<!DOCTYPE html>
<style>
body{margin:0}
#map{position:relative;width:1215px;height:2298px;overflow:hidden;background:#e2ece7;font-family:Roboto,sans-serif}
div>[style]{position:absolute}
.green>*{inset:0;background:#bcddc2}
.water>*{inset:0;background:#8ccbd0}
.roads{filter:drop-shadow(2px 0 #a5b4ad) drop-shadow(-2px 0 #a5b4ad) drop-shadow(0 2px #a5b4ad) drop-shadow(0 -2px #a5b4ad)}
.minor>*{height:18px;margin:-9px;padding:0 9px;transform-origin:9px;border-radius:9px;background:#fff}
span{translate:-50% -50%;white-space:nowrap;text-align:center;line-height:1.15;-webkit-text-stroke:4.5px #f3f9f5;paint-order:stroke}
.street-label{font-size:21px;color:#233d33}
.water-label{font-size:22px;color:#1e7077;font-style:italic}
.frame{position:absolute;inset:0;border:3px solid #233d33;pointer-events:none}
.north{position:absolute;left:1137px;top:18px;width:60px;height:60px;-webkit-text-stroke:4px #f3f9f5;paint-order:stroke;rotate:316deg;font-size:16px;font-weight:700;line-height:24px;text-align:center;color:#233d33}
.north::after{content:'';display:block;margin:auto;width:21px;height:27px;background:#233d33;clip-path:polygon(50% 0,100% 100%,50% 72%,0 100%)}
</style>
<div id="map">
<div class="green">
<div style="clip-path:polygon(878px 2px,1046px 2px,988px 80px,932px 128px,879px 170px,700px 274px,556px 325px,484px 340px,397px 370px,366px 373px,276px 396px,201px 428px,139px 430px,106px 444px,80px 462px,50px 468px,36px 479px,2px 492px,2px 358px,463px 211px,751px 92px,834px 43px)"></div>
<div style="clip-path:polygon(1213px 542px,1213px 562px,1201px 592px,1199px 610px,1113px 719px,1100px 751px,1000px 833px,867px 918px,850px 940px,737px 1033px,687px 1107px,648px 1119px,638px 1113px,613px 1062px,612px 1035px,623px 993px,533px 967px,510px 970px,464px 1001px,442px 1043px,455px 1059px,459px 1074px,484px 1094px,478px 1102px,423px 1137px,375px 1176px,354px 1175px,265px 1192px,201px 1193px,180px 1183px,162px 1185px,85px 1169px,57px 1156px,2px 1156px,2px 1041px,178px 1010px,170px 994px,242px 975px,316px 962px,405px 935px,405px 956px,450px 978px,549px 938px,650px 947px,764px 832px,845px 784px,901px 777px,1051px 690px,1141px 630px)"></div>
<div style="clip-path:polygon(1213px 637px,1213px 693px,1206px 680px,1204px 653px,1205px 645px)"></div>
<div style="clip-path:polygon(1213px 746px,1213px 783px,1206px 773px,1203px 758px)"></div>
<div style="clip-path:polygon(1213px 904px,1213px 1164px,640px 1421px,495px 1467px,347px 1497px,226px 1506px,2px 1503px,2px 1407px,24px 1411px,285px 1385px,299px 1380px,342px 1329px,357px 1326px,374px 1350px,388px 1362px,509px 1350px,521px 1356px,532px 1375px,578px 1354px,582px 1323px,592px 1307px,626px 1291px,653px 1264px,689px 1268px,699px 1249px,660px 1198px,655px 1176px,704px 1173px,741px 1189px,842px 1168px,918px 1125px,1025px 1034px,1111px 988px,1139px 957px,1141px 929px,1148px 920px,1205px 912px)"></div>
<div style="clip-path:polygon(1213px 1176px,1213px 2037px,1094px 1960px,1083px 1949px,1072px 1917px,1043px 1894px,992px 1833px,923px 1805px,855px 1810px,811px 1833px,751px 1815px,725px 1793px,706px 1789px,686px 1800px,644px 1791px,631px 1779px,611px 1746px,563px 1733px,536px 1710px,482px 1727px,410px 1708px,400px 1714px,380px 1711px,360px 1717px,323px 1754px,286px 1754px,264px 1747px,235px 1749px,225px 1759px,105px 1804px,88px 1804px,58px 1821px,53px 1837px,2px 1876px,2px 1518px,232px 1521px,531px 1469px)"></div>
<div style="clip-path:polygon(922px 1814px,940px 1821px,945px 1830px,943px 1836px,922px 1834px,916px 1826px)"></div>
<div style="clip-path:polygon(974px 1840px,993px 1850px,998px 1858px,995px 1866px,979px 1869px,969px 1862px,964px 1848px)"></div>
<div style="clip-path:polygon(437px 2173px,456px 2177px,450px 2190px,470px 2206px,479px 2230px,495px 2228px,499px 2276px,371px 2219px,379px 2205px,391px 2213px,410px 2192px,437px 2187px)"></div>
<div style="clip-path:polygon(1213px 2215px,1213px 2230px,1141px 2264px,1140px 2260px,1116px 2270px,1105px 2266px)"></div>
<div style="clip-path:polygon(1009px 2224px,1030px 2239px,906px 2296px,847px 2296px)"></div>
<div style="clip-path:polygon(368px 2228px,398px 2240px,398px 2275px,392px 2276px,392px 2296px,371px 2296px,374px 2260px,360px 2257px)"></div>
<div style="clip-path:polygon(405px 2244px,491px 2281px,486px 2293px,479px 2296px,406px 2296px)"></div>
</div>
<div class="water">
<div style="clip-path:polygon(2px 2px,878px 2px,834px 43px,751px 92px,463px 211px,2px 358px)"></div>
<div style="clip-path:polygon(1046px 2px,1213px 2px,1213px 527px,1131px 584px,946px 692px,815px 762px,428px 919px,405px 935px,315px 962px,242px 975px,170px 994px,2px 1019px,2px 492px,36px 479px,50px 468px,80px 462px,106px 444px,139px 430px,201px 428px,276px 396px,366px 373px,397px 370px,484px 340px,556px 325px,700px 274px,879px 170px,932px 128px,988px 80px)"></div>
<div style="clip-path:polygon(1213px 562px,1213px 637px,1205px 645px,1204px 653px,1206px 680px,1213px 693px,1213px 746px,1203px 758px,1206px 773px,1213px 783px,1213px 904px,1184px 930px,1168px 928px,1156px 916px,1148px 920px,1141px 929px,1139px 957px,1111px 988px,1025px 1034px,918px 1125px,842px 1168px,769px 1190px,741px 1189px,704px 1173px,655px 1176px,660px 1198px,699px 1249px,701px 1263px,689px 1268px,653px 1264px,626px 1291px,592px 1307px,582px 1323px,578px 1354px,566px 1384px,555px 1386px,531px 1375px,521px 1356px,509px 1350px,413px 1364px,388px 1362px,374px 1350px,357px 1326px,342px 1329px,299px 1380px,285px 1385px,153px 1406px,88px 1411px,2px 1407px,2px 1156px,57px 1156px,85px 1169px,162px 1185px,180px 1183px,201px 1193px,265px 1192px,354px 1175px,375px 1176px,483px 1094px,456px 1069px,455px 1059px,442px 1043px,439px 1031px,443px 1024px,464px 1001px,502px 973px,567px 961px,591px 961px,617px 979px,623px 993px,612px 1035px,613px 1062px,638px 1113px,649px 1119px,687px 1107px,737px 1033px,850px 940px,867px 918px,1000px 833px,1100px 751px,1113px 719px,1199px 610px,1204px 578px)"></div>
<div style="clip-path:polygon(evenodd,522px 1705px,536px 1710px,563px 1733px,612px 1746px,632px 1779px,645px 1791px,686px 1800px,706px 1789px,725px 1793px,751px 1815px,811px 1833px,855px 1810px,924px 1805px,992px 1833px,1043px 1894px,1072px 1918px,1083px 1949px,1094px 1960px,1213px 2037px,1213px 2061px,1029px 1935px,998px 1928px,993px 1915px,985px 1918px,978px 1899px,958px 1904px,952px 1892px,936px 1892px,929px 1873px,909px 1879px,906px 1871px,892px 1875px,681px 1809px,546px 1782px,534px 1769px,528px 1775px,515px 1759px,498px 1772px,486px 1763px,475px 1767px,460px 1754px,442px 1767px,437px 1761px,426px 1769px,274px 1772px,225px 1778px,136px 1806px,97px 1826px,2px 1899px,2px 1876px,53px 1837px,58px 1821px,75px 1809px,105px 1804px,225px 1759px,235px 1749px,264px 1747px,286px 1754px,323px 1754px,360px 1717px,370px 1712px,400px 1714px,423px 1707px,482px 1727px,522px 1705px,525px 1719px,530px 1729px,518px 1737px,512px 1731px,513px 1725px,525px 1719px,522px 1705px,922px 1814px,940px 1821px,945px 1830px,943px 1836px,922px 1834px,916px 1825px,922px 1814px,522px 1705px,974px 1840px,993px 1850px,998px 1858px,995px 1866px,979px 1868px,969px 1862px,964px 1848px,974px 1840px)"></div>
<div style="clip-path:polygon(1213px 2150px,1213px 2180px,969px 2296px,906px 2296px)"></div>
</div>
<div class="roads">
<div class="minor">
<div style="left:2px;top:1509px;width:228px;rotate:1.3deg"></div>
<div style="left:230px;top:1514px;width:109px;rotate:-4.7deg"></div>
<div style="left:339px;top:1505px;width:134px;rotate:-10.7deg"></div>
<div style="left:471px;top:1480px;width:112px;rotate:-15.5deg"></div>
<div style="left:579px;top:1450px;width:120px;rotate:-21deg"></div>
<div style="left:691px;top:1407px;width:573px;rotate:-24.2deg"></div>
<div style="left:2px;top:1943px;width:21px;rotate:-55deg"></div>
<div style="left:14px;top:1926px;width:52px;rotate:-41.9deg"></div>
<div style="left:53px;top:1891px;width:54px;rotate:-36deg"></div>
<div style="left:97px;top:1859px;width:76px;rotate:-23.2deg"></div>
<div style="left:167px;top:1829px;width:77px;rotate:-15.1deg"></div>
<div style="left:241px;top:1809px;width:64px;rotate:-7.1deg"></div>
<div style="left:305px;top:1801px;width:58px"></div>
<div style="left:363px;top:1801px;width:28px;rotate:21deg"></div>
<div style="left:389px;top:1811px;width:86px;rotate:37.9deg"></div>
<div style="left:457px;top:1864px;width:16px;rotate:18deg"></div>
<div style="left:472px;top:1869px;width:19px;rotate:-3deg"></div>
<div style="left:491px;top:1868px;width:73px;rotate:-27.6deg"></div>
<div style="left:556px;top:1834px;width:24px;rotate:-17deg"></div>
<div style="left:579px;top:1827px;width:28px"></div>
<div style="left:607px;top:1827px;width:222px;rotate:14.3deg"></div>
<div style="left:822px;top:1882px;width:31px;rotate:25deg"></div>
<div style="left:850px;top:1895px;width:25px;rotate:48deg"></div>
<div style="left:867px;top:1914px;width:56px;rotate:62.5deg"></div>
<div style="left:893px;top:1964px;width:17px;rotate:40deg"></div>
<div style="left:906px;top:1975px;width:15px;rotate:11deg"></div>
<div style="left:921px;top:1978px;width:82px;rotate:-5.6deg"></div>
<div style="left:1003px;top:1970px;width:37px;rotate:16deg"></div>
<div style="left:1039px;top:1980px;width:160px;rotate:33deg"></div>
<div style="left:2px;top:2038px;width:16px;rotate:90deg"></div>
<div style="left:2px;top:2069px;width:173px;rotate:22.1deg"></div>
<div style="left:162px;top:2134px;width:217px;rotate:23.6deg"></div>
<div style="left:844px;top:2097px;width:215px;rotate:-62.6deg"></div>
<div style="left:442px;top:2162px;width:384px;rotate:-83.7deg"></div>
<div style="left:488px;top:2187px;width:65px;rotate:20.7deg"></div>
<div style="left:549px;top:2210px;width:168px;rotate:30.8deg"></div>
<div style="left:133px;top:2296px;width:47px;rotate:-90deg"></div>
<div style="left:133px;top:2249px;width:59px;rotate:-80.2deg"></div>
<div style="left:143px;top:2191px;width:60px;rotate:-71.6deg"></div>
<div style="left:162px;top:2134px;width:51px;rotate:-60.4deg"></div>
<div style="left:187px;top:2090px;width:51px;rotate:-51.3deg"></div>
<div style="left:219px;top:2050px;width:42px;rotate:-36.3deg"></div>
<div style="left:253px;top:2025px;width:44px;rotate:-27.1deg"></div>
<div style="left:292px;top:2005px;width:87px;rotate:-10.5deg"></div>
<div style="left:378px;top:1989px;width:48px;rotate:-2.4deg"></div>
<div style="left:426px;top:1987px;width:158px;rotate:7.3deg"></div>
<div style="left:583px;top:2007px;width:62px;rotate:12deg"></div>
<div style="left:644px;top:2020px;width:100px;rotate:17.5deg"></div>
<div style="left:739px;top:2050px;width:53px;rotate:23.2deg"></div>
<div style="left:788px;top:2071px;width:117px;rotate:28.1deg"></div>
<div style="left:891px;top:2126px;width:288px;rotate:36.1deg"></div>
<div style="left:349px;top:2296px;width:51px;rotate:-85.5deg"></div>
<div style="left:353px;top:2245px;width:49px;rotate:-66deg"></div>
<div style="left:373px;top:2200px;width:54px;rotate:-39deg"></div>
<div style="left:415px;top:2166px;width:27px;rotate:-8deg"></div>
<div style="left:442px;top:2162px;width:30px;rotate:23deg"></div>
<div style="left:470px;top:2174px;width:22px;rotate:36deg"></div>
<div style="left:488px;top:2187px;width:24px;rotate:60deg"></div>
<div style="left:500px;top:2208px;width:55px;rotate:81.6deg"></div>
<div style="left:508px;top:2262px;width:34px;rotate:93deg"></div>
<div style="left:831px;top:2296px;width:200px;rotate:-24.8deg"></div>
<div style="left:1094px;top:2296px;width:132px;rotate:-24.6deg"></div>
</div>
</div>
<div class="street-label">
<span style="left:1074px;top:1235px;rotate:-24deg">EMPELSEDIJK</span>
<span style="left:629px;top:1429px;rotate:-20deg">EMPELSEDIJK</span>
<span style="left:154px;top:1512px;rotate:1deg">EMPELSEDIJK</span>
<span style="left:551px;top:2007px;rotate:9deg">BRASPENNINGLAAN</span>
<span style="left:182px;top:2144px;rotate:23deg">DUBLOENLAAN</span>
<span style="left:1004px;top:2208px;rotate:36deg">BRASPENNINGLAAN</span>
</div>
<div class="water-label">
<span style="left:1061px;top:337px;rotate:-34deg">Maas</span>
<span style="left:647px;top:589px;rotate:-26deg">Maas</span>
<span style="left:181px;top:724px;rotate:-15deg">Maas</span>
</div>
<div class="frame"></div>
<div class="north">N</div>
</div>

**Exercise**
Copy out all lines of the listing where the word "roads" appears.

**Answer area**
.roads{filter:drop-shadow(2px 0 #a5b4ad) drop-shadow(-2px 0 #a5b4ad) drop-shadow(0 2px #a5b4ad) drop-shadow(0 -2px #a5b4ad)}
<div class="roads">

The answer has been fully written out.